▶ [Exercise data]:
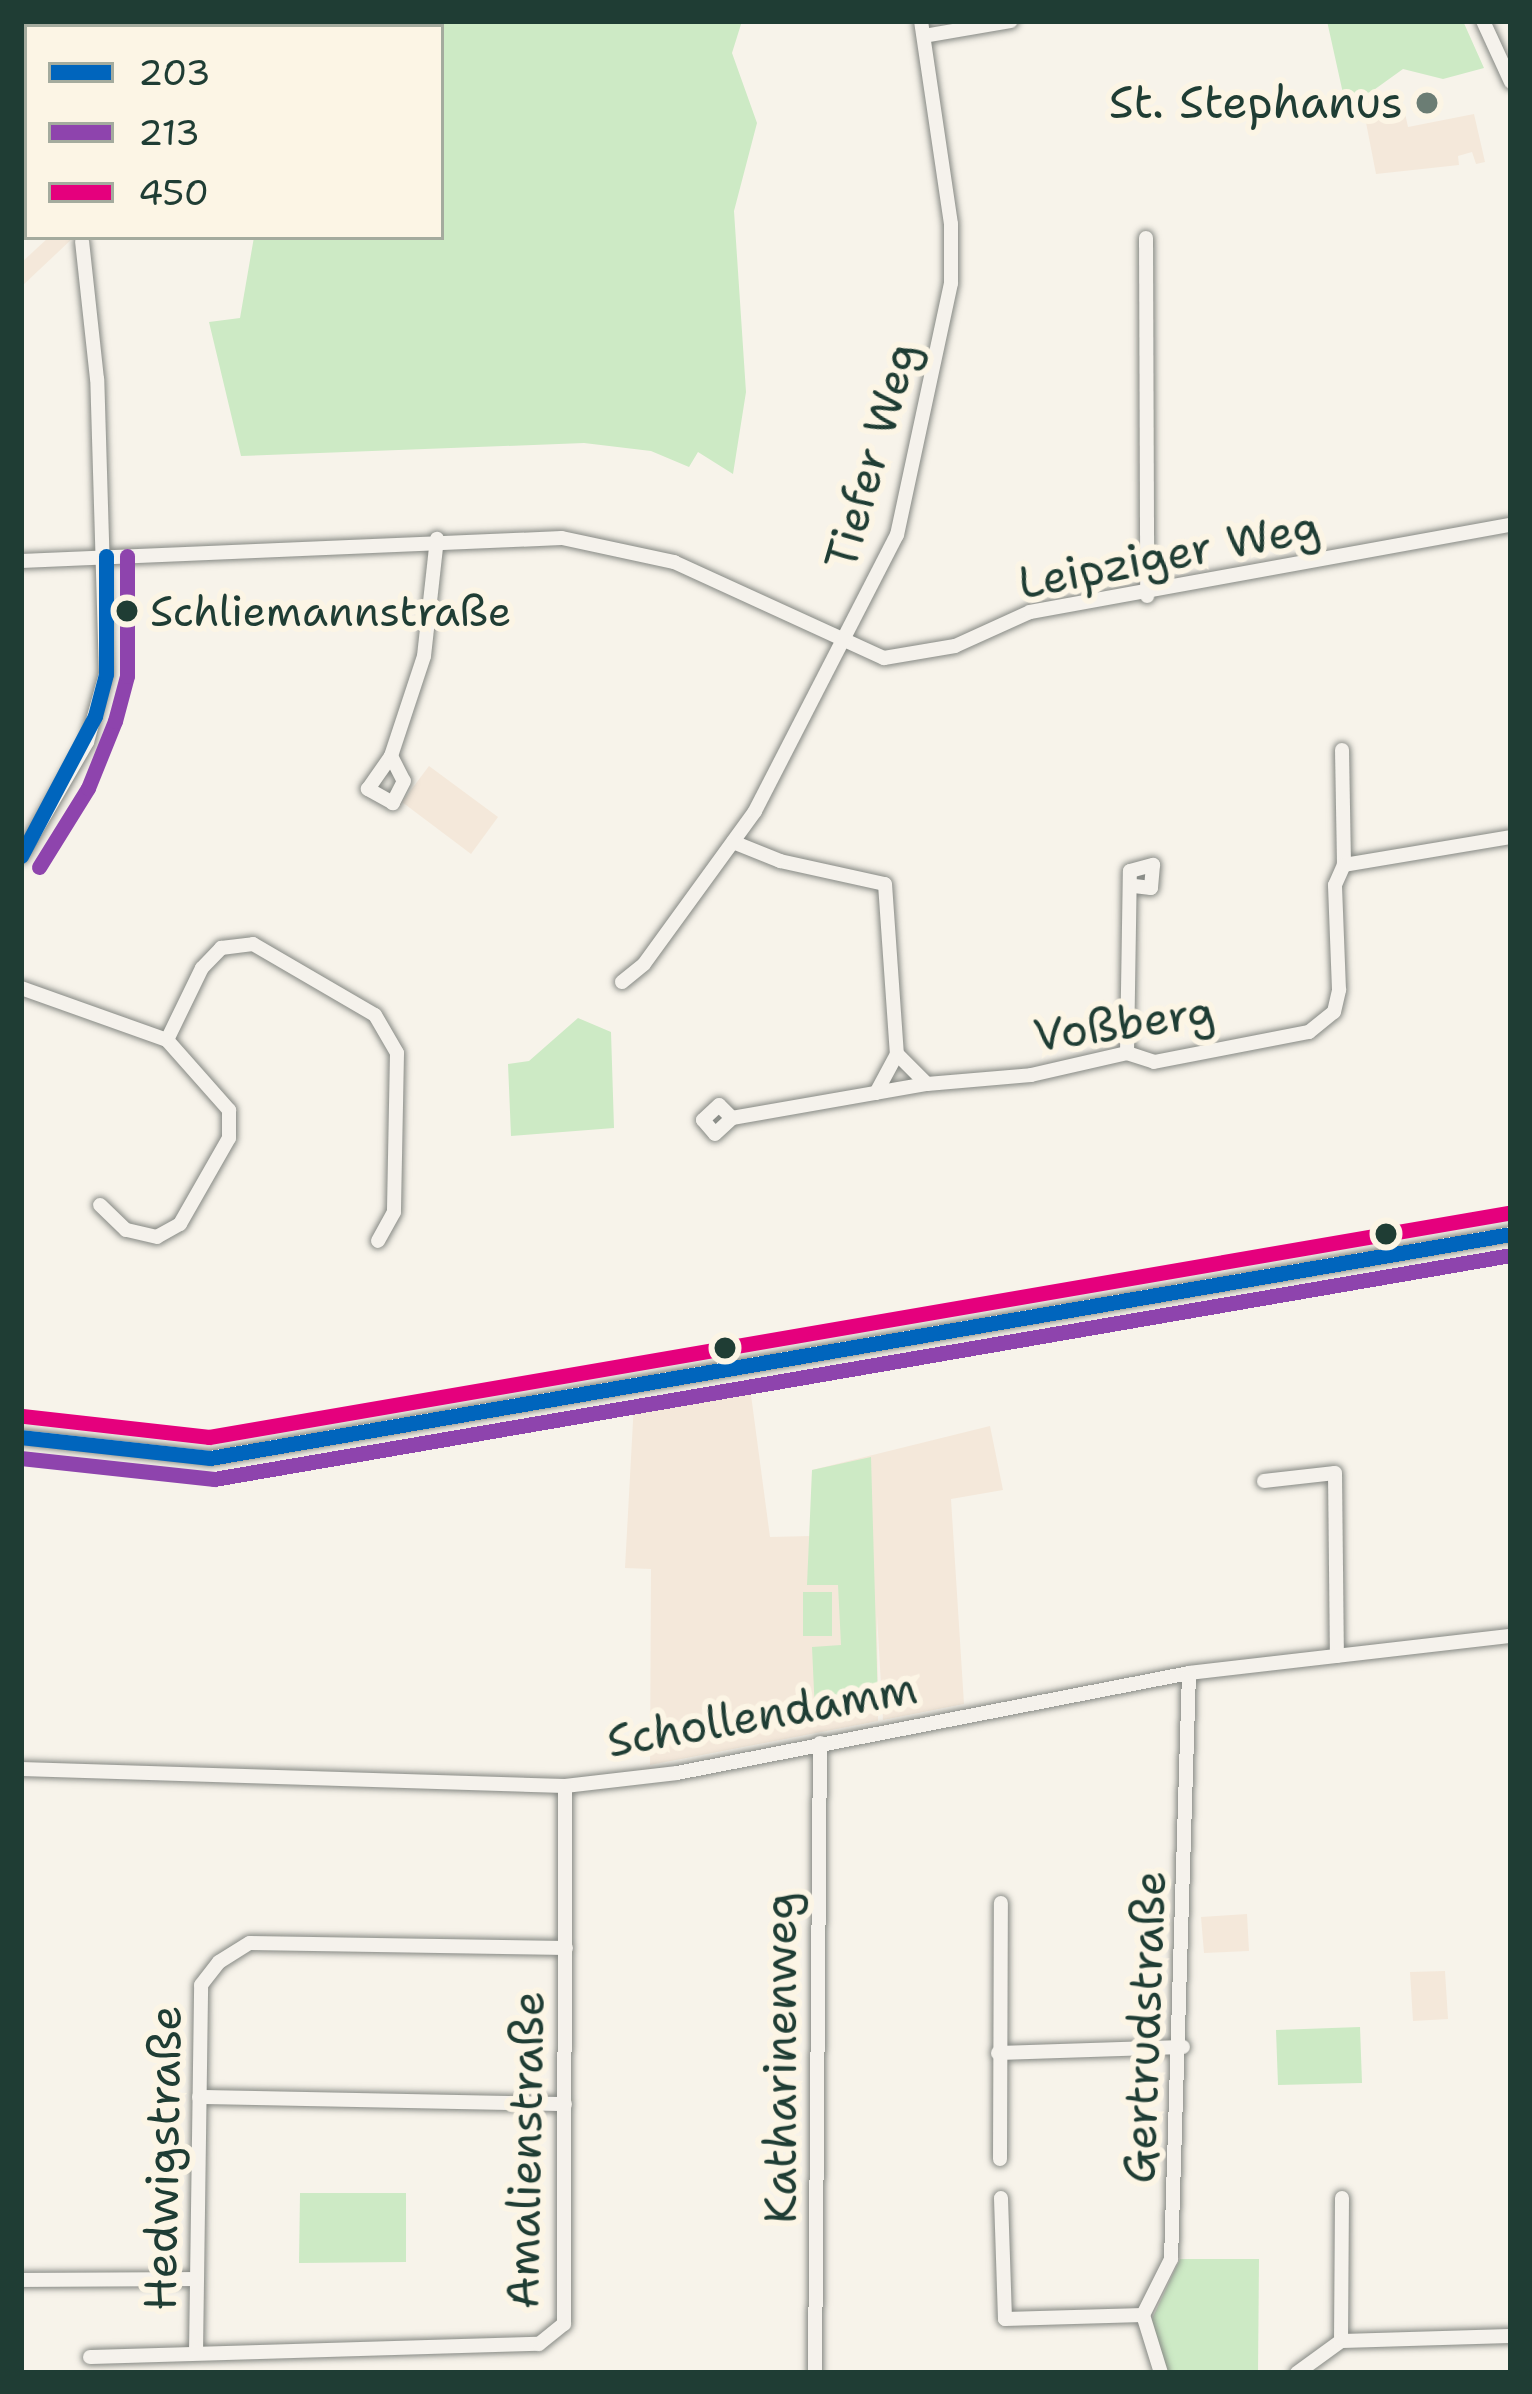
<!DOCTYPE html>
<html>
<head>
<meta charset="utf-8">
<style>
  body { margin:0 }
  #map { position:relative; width:1532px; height:2394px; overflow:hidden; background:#f7f3ea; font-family:"Shantell Sans",sans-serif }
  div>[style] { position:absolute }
  .built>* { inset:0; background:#f4e8da }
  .green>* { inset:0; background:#cdeac5 }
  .roads { filter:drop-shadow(0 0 3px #868984) drop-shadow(0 0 3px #868984) }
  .street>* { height:14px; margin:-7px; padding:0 7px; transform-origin:7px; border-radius:7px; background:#f5f2ec }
  .bus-1>* { height:15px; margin:-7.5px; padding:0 7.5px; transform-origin:7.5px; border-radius:7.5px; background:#0065bd }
  .bus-2>* { height:15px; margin:-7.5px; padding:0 7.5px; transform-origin:7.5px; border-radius:7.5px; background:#8e44ad }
  .bus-3>* { height:15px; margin:-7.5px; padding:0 7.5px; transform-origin:7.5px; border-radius:7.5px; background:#e5007d }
  .dots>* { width:33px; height:33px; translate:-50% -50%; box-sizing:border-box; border:6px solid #fcf5e5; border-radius:50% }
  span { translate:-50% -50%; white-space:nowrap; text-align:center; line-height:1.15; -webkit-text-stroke:12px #fcf5e5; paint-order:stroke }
  .bus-label { font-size:42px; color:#1f3d34 }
  .left { translate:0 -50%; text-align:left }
  .poi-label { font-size:45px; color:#1f3d34 }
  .right { translate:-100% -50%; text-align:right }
  .street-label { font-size:45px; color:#1f3d34 }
  .frame { position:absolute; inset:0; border:24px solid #1f3d34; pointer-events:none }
  .legend { position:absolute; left:24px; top:24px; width:420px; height:216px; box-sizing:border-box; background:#fcf5e5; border:3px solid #a4ab9e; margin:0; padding:15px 21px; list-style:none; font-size:36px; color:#1f3d34 }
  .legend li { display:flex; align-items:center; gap:24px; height:60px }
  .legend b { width:60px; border:3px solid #a4ab9e }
</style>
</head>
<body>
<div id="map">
  <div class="built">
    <i style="clip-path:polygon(1401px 95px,1408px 127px,1474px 114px,1485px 162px,1476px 164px,1472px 152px,1458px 156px,1459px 165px,1376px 174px,1362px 102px)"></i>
    <i style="clip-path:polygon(49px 237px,74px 237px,21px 287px,21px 263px)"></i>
    <i style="clip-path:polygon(429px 766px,498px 817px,471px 854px,402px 802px)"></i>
    <i style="clip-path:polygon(749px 1380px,770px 1537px,811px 1536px,812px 1470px,990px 1426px,1003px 1490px,951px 1499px,964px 1704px,883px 1720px,877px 1615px,878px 1721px,650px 1765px,651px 1569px,625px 1568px,634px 1403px)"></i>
    <i style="clip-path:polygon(1247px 1914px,1249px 1951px,1204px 1953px,1201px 1917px)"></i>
    <i style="clip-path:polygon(1445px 1971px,1448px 2019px,1413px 2021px,1410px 1972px)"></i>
  </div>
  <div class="green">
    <i style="clip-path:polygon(239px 21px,742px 21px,732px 53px,757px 123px,734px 211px,746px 392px,733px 474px,698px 452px,689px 467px,651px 451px,584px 443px,241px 456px,209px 322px,240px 318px,254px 237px,441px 237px,441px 27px,235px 27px)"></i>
    <i style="clip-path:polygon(1327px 21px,1463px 21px,1484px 68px,1443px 79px,1403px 69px,1371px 92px,1344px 98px)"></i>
    <i style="clip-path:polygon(578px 1018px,611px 1032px,614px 1128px,511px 1136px,508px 1064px,529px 1061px)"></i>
    <i style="clip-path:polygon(871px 1457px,878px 1704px,815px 1713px,812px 1647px,841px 1645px,838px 1585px,807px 1585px,812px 1470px)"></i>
    <i style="clip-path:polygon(803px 1592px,832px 1592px,832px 1636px,803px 1636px)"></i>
    <i style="clip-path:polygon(1360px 2027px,1362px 2083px,1278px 2085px,1276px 2030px)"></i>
    <i style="clip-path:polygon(300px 2193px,406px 2193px,406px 2262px,299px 2263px)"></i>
    <i style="clip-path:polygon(1180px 2259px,1259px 2259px,1258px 2373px,1169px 2373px,1152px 2337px,1152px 2319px)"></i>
  </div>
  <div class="roads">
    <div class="street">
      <i style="left:69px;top:21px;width:6px;rotate:90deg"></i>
      <i style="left:1483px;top:21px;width:67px;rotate:65.3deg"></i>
      <i style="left:924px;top:36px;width:88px;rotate:-9.8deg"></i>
      <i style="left:21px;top:117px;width:6px"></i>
      <i style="left:1146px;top:238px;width:358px;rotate:89.8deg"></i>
      <i style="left:21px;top:561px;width:541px;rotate:-2.43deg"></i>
      <i style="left:562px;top:538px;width:115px;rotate:12.1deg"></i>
      <i style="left:674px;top:562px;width:231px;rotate:24.6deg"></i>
      <i style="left:884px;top:658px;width:72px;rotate:-9.6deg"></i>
      <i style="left:955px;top:646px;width:82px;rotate:-24.4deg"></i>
      <i style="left:1030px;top:612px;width:489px;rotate:-10.3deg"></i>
      <i style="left:1342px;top:750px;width:115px;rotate:89deg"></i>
      <i style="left:391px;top:756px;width:28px;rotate:63deg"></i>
      <i style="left:404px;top:781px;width:25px;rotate:117deg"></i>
      <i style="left:393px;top:803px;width:29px;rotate:-151deg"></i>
      <i style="left:368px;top:789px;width:40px;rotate:-55.1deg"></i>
      <i style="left:391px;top:756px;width:105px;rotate:-71.7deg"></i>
      <i style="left:424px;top:656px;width:118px;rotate:-83.7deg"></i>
      <i style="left:733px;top:842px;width:51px;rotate:22deg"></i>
      <i style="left:780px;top:861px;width:107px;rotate:12.4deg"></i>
      <i style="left:885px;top:884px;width:170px;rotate:86deg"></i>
      <i style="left:897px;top:1054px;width:42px;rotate:45deg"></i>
      <i style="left:927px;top:1084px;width:104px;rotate:-4.9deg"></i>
      <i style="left:1031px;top:1075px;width:98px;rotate:-12.9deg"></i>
      <i style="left:1127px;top:1053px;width:28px;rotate:18deg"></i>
      <i style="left:1154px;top:1062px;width:158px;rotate:-11deg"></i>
      <i style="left:1309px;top:1032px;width:32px;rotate:-39deg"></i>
      <i style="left:1334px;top:1012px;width:23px;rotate:-77deg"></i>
      <i style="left:1339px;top:990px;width:105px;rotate:-92.2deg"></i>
      <i style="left:1335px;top:885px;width:22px;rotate:-66deg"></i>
      <i style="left:1344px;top:865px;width:169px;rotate:-9.5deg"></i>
      <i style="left:21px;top:856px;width:132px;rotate:-59.9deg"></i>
      <i style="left:87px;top:742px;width:71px;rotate:-74.4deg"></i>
      <i style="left:106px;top:674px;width:295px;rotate:-91.7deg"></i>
      <i style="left:97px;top:379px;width:138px;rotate:-96.2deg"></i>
      <i style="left:622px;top:982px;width:28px;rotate:-39deg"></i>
      <i style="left:644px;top:964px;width:189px;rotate:-54deg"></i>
      <i style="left:755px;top:811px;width:310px;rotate:-62.8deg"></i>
      <i style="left:897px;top:535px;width:258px;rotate:-77.9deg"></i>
      <i style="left:951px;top:283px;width:59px;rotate:-90deg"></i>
      <i style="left:951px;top:224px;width:205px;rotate:-98.4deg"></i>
      <i style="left:21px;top:988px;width:155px;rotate:19.6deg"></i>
      <i style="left:167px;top:1040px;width:94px;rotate:48.5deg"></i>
      <i style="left:229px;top:1110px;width:28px;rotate:90deg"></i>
      <i style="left:229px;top:1138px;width:99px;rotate:119.7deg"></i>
      <i style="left:180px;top:1224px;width:26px;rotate:151deg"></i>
      <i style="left:157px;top:1237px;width:32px;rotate:-167deg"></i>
      <i style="left:126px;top:1230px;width:36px;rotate:-136deg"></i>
      <i style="left:167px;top:1040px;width:80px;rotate:-64.1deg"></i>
      <i style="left:202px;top:968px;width:28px;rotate:-46deg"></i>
      <i style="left:221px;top:948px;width:32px;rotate:-7deg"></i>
      <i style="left:253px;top:944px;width:141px;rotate:30.2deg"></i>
      <i style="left:375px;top:1015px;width:44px;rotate:59.9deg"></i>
      <i style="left:397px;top:1053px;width:159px;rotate:91.1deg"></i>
      <i style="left:394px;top:1212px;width:33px;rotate:119deg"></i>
      <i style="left:1127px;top:1053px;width:182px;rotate:-89.1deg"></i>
      <i style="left:1130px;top:871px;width:24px;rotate:-15deg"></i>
      <i style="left:1153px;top:865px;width:23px;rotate:95deg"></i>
      <i style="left:1151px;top:888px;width:17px;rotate:-173deg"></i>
      <i style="left:876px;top:1093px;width:44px;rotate:-61.7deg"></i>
      <i style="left:732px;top:1118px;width:18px;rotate:-135deg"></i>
      <i style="left:719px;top:1105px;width:22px;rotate:137deg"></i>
      <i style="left:703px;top:1120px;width:18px;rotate:49deg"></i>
      <i style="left:715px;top:1134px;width:23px;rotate:-43deg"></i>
      <i style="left:732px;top:1118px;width:198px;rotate:-9.9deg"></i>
      <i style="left:21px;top:1437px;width:190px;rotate:6.3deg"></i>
      <i style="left:210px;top:1458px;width:1320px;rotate:-9.77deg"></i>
      <i style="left:1264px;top:1481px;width:71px;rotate:-6.4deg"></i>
      <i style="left:1335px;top:1473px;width:183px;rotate:89.4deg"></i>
      <i style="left:21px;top:1769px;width:544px;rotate:1.79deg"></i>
      <i style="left:565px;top:1786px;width:113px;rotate:-6.6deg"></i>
      <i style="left:677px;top:1773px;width:522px;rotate:-11.05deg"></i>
      <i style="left:1189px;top:1673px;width:324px;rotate:-6.6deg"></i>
      <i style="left:998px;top:2053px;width:185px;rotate:-1.9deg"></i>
      <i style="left:199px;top:2097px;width:366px;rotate:1.1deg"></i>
      <i style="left:1000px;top:2159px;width:256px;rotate:-89.8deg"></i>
      <i style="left:1001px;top:2198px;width:121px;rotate:88.1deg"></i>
      <i style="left:1005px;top:2319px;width:138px;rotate:-1.7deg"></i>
      <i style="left:21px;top:2280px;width:174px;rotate:-0.3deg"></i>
      <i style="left:1341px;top:2341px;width:143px;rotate:-89.6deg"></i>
      <i style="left:196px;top:2353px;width:368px;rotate:-89.2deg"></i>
      <i style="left:201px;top:1985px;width:29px;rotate:-52deg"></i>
      <i style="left:219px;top:1962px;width:36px;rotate:-32deg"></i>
      <i style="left:250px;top:1943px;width:316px;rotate:0.9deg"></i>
      <i style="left:90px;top:2357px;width:449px;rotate:-1.7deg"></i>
      <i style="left:539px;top:2344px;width:32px;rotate:-39deg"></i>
      <i style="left:564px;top:2324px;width:538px;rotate:-89.89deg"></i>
      <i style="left:815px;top:2373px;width:630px;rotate:-89.55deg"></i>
      <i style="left:1161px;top:2373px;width:61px;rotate:-107.2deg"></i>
      <i style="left:1143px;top:2315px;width:63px;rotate:-63.4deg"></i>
      <i style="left:1171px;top:2259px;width:586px;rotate:-88.24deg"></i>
      <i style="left:1297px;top:2373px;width:54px;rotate:-36deg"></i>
      <i style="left:1341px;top:2341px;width:170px;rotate:-1.7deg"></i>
    </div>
  </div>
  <div class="bus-1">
    <i style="left:21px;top:856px;width:158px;rotate:-62.1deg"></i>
    <i style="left:95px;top:716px;width:43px;rotate:-75.3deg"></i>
    <i style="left:106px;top:674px;width:118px;rotate:-90deg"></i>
    <i style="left:21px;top:1437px;width:190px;rotate:6.3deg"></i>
    <i style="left:210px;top:1458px;width:1320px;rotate:-9.77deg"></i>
  </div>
  <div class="bus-2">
    <i style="left:39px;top:867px;width:93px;rotate:-58.2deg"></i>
    <i style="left:88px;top:788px;width:72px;rotate:-68.1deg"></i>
    <i style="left:115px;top:721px;width:47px;rotate:-75.1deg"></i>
    <i style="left:127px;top:676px;width:120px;rotate:-90deg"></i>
    <i style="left:21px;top:1458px;width:194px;rotate:6.2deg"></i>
    <i style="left:214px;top:1479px;width:1316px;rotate:-9.8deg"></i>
  </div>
  <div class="bus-3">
    <i style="left:23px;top:1416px;width:187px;rotate:6.4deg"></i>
    <i style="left:209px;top:1437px;width:1317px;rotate:-9.79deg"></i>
  </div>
  <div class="dots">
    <i style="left:1427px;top:103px;background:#6b7d74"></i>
    <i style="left:127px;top:611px;background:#1f3d34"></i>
    <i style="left:1386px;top:1234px;background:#1f3d34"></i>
    <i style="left:725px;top:1348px;background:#1f3d34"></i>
  </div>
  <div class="bus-label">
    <span class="left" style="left:150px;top:611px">Schliemannstraße</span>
  </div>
  <div class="poi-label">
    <span class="right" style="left:1403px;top:103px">St. Stephanus</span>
  </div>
  <div class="street-label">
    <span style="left:872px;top:456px;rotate:-74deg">Tiefer Weg</span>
    <span style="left:1169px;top:555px;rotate:-11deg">Leipziger Weg</span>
    <span style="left:1124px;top:1024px;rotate:-8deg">Voßberg</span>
    <span style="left:762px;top:1715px;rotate:-10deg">Schollendamm</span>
    <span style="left:1145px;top:2027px;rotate:-88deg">Gertrudstraße</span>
    <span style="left:781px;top:2058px;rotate:-90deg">Katharinenweg</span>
    <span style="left:526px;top:2150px;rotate:-89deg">Amalienstraße</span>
    <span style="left:163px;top:2158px;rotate:-89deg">Hedwigstraße</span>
  </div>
  <div class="frame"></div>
  <ul class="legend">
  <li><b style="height:15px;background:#0065bd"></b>203</li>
  <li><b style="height:15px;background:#8e44ad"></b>213</li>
  <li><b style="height:15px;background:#e5007d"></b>450</li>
  </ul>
</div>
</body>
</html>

▶ [Description of the task]: Could you reproduce exactly, and only, the lines from the start of the records through the line containing "filter:drop-shadow(0 0 3px", leaving out the pictures?

▶ [Task output]:
<!DOCTYPE html>
<html>
<head>
<meta charset="utf-8">
<style>
  body { margin:0 }
  #map { position:relative; width:1532px; height:2394px; overflow:hidden; background:#f7f3ea; font-family:"Shantell Sans",sans-serif }
  div>[style] { position:absolute }
  .built>* { inset:0; background:#f4e8da }
  .green>* { inset:0; background:#cdeac5 }
  .roads { filter:drop-shadow(0 0 3px #868984) drop-shadow(0 0 3px #868984) }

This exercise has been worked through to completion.